Note: Learn more about the Am I Hungry? Mindful Eating program here or at www.amihungry.com.
I recently went on vacation to New Zealand, and I knew beforehand that they are extremely strict about what food you can bring into the country – more specifically, they don’t allow anything. They are concerned enough that they search for food with X-rays and trained dogs, and if they find something, even if it was provided on the plane, it’s an automatic $400 fine.
I have to admit this caused me a moment of panic. I like to be prepared for travel with plenty of food, so as not to be at the mercy of whatever I can buy at the airport or they might serve on the plane. But in this case, I could only bring enough to get me onto the New Zealand flight; I didn’t want to risk having something extra that I would have to throw away.
Imagine, then, my chagrin when partway through the travel I discovered a Luna bar lurking in the pocket of my raincoat. I haven’t the faintest idea why it was there, but at 10 a.m., as we taxied into the Auckland airport, I had to decide – to eat or not to eat it?
I wasn’t particularly hungry, as we’d been given breakfast just a couple of hours before. But I also didn’t know how long it would be until lunch, and despite everything (such as reminding myself that I can let food go to waste or to my waist), I still have a hard time throwing food away.
So – I ate the Luna bar.
It worked out okay, since I didn’t get lunch until 2 (by which point I was hungry again), but that was not the last of my dilemmas.

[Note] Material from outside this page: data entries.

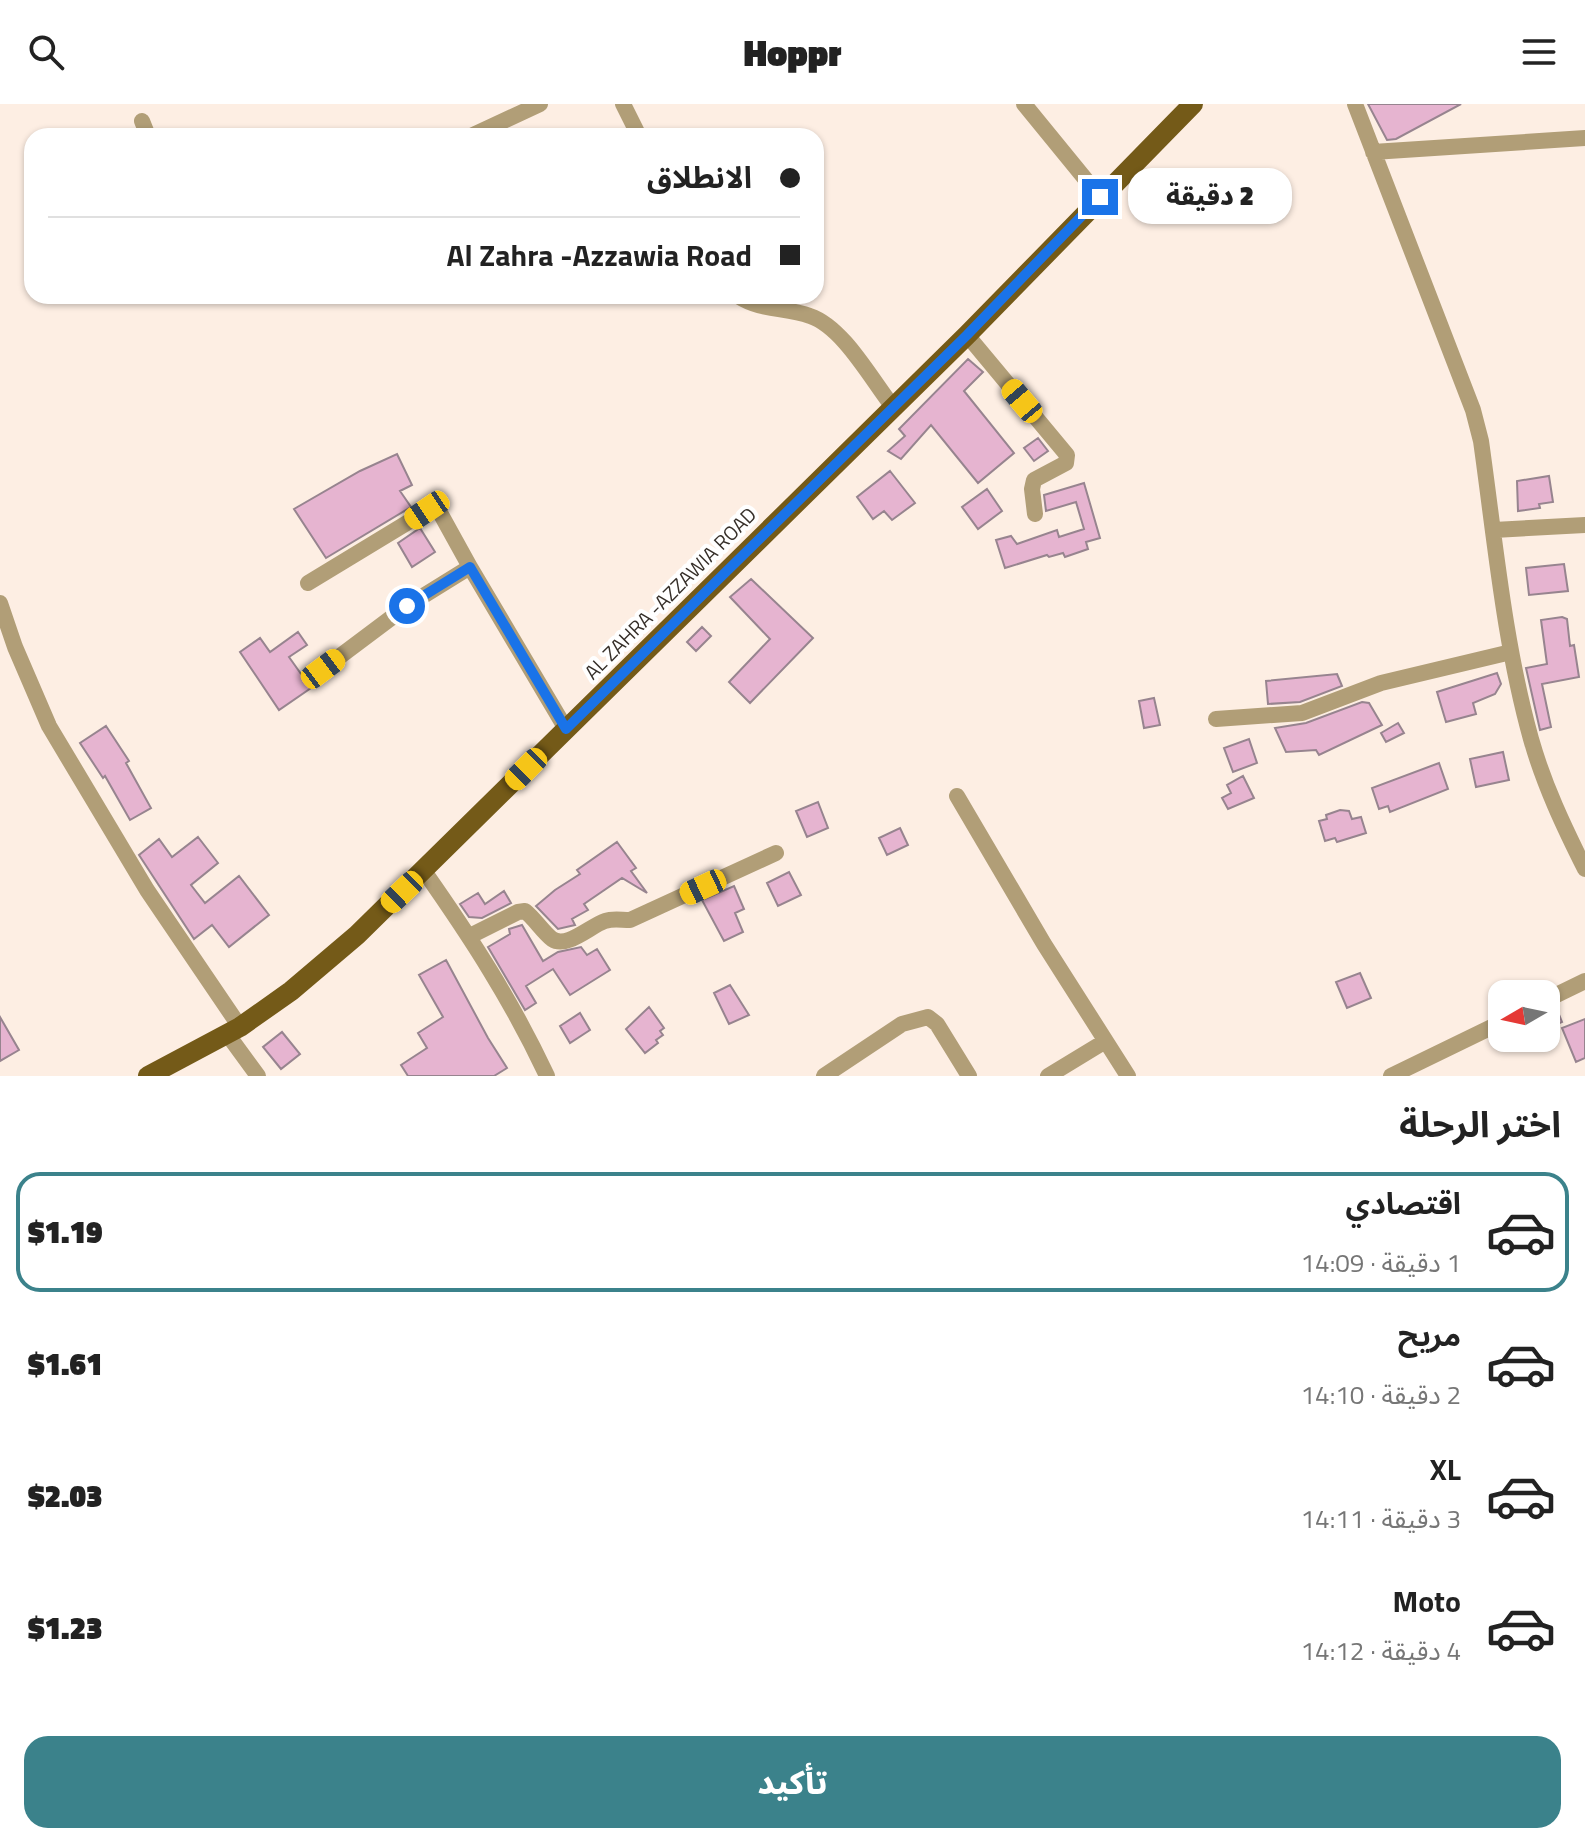 <!DOCTYPE html>
<html lang="ar">
<meta charset="utf-8">
<style>
body{margin:0;font-family:"Titillium Web","Noto Sans Arabic",sans-serif;background:#f6f6f6;color:#222;direction:rtl;height:100vh;display:flex;flex-direction:column;font-size:30px;white-space:nowrap}
*{box-sizing:border-box;margin:0}
p{font-size:26px;color:#767676}
.icon{flex:none;width:44px;height:44px;fill:none;stroke:currentColor;stroke-width:2;stroke-linecap:round;stroke-linejoin:round}
.map{position:relative;height:972px;overflow:hidden;direction:ltr}
.details{display:flex;flex-direction:column;background:#fff;flex:1}
.details>*{flex:none}
.top-card{position:absolute;left:24px;top:24px;width:800px;height:176px;border-radius:24px;box-shadow:0 2px 6px #0004;direction:rtl;display:grid;align-content:center;height:176px;padding:0 24px;background:#fff}
.needle{width:52px;rotate:261deg}
.controls{position:absolute;left:1488px;top:876px;display:grid;gap:16px}
.controls a{display:grid;place-items:center;width:72px;height:72px;border-radius:16px;background:#fff;box-shadow:0 2px 6px #0004;font-size:40px}
.end{position:absolute;width:36px;height:36px;margin:-18px;border:10px solid #1a73e8;background:#fff;box-shadow:0 0 0 4px #fff}
.from{border-radius:50%}
.bubble{position:absolute;height:56px;border-radius:24px;background:#fff;box-shadow:0 2px 6px #0004;font-size:26px;font-weight:800;line-height:56px;text-align:center;direction:rtl}
.car{position:absolute;width:24px;height:48px;margin:-24px -12px;border-radius:10px;box-shadow:0 0 6px 2px #0007;background:linear-gradient(#f5c518 24%,#345 0 40%,#f5c518 0 76%,#345 0 86%,#f5c518 0)}
.top-card b{display:flex;align-items:center;gap:28px;height:76px;font-size:30px}
.top-card b+b{border-top:2px solid #e0e0e0}
.top-card i{width:20px;height:20px;background:#222}
ul{padding:0;list-style:none}
li{display:flex;align-items:center;gap:24px;height:120px;margin:0 16px 12px;padding:0 8px;border:4px solid transparent;border-radius:24px}
li div{flex:1}
li b{display:block;font-size:30px}
li em{font-style:normal;font-weight:800}
li.selected{border-color:#3b828b}
li>.icon{width:72px;height:72px;stroke-width:1.5}
h2{padding:0 24px;font-size:36px;line-height:96px}
.cta{display:flex;gap:16px;margin-top:auto;padding:16px 24px}
.cta a{flex:1;height:92px;border-radius:24px;background:#3b828b;color:#fff;font-size:32px;font-weight:800;line-height:92px;text-align:center}
header{display:flex;justify-content:space-between;align-items:center;height:104px;padding:0 24px;background:#fff;font-size:36px;font-weight:800}
.map>svg:first-child{display:block}
.building{fill:#e6b4d0;stroke:#97848f;stroke-width:2}
.lines{fill:none;stroke-linecap:round;stroke-linejoin:round}
.minor{stroke:#b19e77;stroke-width:16}
.primary{stroke:#745a18;stroke-width:20}
.route{stroke:#1a73e8;stroke-width:10}
.labels{text-anchor:middle;dominant-baseline:central;stroke-width:8;stroke-linejoin:round;paint-order:stroke}
.street-label{font-size:20px;fill:#362f29;stroke:#fff}
</style>
<header><svg class="icon" aria-label="menu" viewBox="0 0 24 24"><path d="M4 6h16M4 12h16M4 18h16"/></svg>Hoppr<svg class="icon" aria-label="search" viewBox="0 0 24 24"><circle cx="10" cy="10" r="6"/><path d="M15 15l6 6"/></svg></header>
<div class="map">
<svg width="1585" height="972" viewBox="0 0 1585 972">
<rect width="100%" height="100%" fill="#fdeee3"/>
<path class="building" d="M1368,0H1461L1396,35L1387,36Z
M968,255L983,268L964,287L1014,349L978,379L931,321L901,355L888,347L905,332L899,325Z
M1038,334L1048,347L1034,357L1024,344Z
M397,350L412,381L400,387L411,403L326,454L294,405L360,367Z
M890,367L915,399L892,416L884,407L873,415L857,393Z
M1549,372L1553,398L1539,400L1540,404L1518,407L1517,377Z
M1084,379L1100,434L1086,438L1088,445L1065,453L1063,449L1049,453L1047,451L1005,464L996,436L1011,432L1017,440L1057,426L1059,433L1084,425L1076,398L1046,407L1044,391Z
M987,385L1002,407L978,425L962,403Z
M420,424L435,448L412,463L398,439Z
M1564,460L1568,487L1529,491L1526,464Z
M751,475L813,534L750,599L729,578L770,535L730,493Z
M1562,513L1567,515L1570,542L1574,541L1579,573L1542,580L1551,623L1540,626L1526,564L1547,560L1541,516Z
M702,523L711,532L696,547L687,538Z
M298,528L307,541L289,553L311,584L279,606L240,548L260,534L270,548Z
M1497,569L1501,580L1495,590L1473,599L1476,610L1446,618L1437,588Z
M1337,570L1342,582L1300,598L1268,600L1266,577Z
M1154,594L1160,621L1144,624L1139,597Z
M1362,598L1369,599L1382,621L1319,651L1316,646L1286,648L1275,624L1306,619Z
M1398,619L1404,629L1386,638L1381,629Z
M106,622L129,657L126,659L151,704L130,716L105,672L103,674L80,639Z
M1249,635L1257,659L1233,668L1224,644Z
M1503,648L1509,676L1476,683L1470,655Z
M1439,659L1448,685L1390,708L1388,702L1379,705L1372,684Z
M1243,672L1254,694L1228,705L1222,694L1231,689L1227,681Z
M818,698L828,724L807,733L796,707Z
M1340,706L1349,707L1352,715L1361,713L1366,729L1337,738L1335,734L1325,737L1319,717L1327,715L1326,711Z
M900,724L908,741L887,751L879,734Z
M198,733L218,759L191,781L205,799L239,772L269,811L229,843L212,821L194,835L139,751L159,735L172,753Z
M617,738L636,764L631,767L647,789L622,774L584,800L588,806L572,815L575,821L558,825L536,802L555,786L580,770L577,766Z
M789,768L801,791L778,802L767,779Z
M734,782L744,805L735,809L743,828L724,837L702,796Z
M504,787L511,799L482,814L469,813L460,800L478,789L485,800Z
M522,821L543,857L558,848L581,843L587,851L597,845L610,866L570,891L553,865L526,882L536,899L525,906L488,843L510,830L509,825Z
M446,856L488,934L507,964L494,972H408L401,961L427,944L418,929L443,913L419,871Z
M1360,869L1371,894L1347,904L1336,878Z
M730,881L749,911L729,920L714,889Z
M649,903L664,924L660,927L663,931L656,936L658,939L645,949L626,925Z
M1556,903L1562,918L1546,925V907Z
M580,909L590,926L570,939L560,922Z
M0,913L19,946L0,957Z
M1585,915V954L1576,958L1562,924Z
M282,928L300,950L281,965L263,943Z"/>
<g class="lines">
<path class="minor" d="M623,0L639,32
M1024,0L1100,93
M1355,0L1473,306L1481,337C1495,436 1504,538 1531,635C1544,681 1564,723 1585,765
M142,17L148,32
M471,32L540,0
M1373,48L1585,34
M738,192C761,207 785,203 810,212C843,223 871,275 893,303
M967,231L1067,351L1066,359L1034,376L1032,385L1035,410
M1494,426L1585,421
M308,479L430,405L439,407L470,463
M0,499L15,543L49,622L147,786L240,923
M323,565L407,502L470,463L566,625
M1216,615L1302,609L1381,579L1511,548
M957,692L1044,840L1128,972
M424,767C471,834 512,897 547,972
M470,832L518,808L525,807C535,815 542,827 552,835C567,845 590,822 605,817C613,814 621,816 630,816L776,749
M1546,896L1585,877
M228,931L258,972
M824,972L902,920L928,913L937,920L969,972
M1048,972L1104,938
M1391,972L1502,918"/>
<path class="primary" d="M148,972L240,923L291,887L357,831L967,231L1193,0"/>
</g>
<g class="lines">
<path class="route" d="M407,502L470,463L566,625L967,231L1100,93"/>
</g>
<g class="labels">
<g class="street-label">
<text transform="translate(670 489) rotate(-45)">AL ZAHRA -AZZAWIA ROAD</text>
</g>
</g>
</svg>
<div class="controls">
<a><svg class="needle" viewBox="-14 -14 28 28"><path d="M0-13l5 13h-10z" fill="#e53935"/><path d="M0 13l5-13h-10z" fill="#767676"/></svg></a>
</div>
<i class="end from" style="left:407px;top:502px"></i>
<i class="end" style="left:1100px;top:93px"></i>
<div class="bubble" style="left:1128px;top:64px;width:164px">2 دقيقة</div>
<i class="car" style="left:1022px;top:297px;rotate:320deg"></i>
<i class="car" style="left:427px;top:406px;rotate:236deg"></i>
<i class="car" style="left:323px;top:565px;rotate:53deg"></i>
<i class="car" style="left:526px;top:665px;rotate:225deg"></i>
<i class="car" style="left:703px;top:783px;rotate:245deg"></i>
<i class="car" style="left:402px;top:788px;rotate:226deg"></i>
<div class="top-card">
<b><i class="from"></i>الانطلاق</b>
<b><i></i>Al Zahra -Azzawia Road</b>
</div>
</div>
<section class="details">
<h2>اختر الرحلة</h2>
<ul>
<li class="selected"><svg class="icon" aria-label="car" viewBox="0 0 24 24"><path d="M5 17H2v-5l4-1 3-4h7l3 4 3 1v5h-3M9 17h6M6 11h13"/><circle cx="7" cy="17" r="2"/><circle cx="17" cy="17" r="2"/></svg><div><b>اقتصادي</b><p>1 دقيقة · 14:09</p></div><em>$1.19</em></li>
<li><svg class="icon" aria-label="car" viewBox="0 0 24 24"><path d="M5 17H2v-5l4-1 3-4h7l3 4 3 1v5h-3M9 17h6M6 11h13"/><circle cx="7" cy="17" r="2"/><circle cx="17" cy="17" r="2"/></svg><div><b>مريح</b><p>2 دقيقة · 14:10</p></div><em>$1.61</em></li>
<li><svg class="icon" aria-label="car" viewBox="0 0 24 24"><path d="M5 17H2v-5l4-1 3-4h7l3 4 3 1v5h-3M9 17h6M6 11h13"/><circle cx="7" cy="17" r="2"/><circle cx="17" cy="17" r="2"/></svg><div><b>XL</b><p>3 دقيقة · 14:11</p></div><em>$2.03</em></li>
<li><svg class="icon" aria-label="car" viewBox="0 0 24 24"><path d="M5 17H2v-5l4-1 3-4h7l3 4 3 1v5h-3M9 17h6M6 11h13"/><circle cx="7" cy="17" r="2"/><circle cx="17" cy="17" r="2"/></svg><div><b>Moto</b><p>4 دقيقة · 14:12</p></div><em>$1.23</em></li>
</ul>
<div class="cta"><a>تأكيد</a></div>
</section>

I was fine in Auckland, where I was staying with a cousin whose eating habits were similar to mine, but from there I was going on a 7-day tour of the South Island.
I did pack some snacks to bring with me (thankfully New Zealand could care less what you bring for food between the two islands), but I hadn’t quite counted on the flexible nature of mealtimes on the tour. Breakfast was fairly set, either 7 or 7:30, but other meals were more challenging.
My first day, for instance, I joined the group at 11:30, but for various reasons we didn’t get lunch until 3:30. By then I had gone through most of my snacks for that day, and I wanted to hold out so I’d be hungry for lunch. But I let it go too far. By the time we arrived, all I could think about was eating. I wasn’t interested in conversation, or admiring the beautiful farmhouse we were in. I filled my plate and even went back for seconds, since it was such a lovely meal. Finally I felt satisfied.
Then our hostess brought out dessert.
By then it was around 4, and I suddenly remembered we were also having a meal provided that night as part of the tour.
I was chagrined. Despite having just finished teaching an Am I Hungry? Mindful Eating workshop, I had not handled the situation the way I would have hoped. I had to rapidly decide again if I should continue eating.
I was at the crux of many of the things we talk about in AIH? as reasons why we sometimes eat even when we’re not hungry:
The meal was included in my trip cost – I wanted to get full benefit
Our hostess was very gracious and had made the apple-walnut cake with fruit and nuts from their own trees – I didn’t want to offend her
Everyone else was having dessert – I didn’t want to start our time together by being the one dissenter
It was probably a once-in-a-lifetime experience – when would I ever back in New Zealand, eating such fresh food at a farmhouse?
I didn’t have time to think it through that clearly. Before I knew it, a piece of cake was in front of me. Again, I ate it, without consciously having decided that was what I wanted to do.
Three hours later, I found myself again agonizing over the prospect of dinner. The perch and lobster (what they call crayfish) were fresh-caught the day before by other members of the group, and again it was free, once-in-a-lifetime, etc.
Then I started laughing at myself. Why was I making this so complicated and stressful? I knew I wasn’t truly hungry, but that I would eat a little to taste, and that once the meal was past, I could wait to eat again until I was hungry.
From that point, it was much easier and more enjoyable. My snacks allowed me to avoid getting to the ravenous stage again, and while I did overeat sometimes, I generally didn’t eat again after that until I was actually hungry. That sometimes meant I simply sat with a drink while the others ate, or ate when no one else did, but I didn’t let it worry me.
In the end, I don’t regret anything I had – I just regret having spent so much energy that first day fretting needlessly. But it’s a good reminder that I, too, am still learning.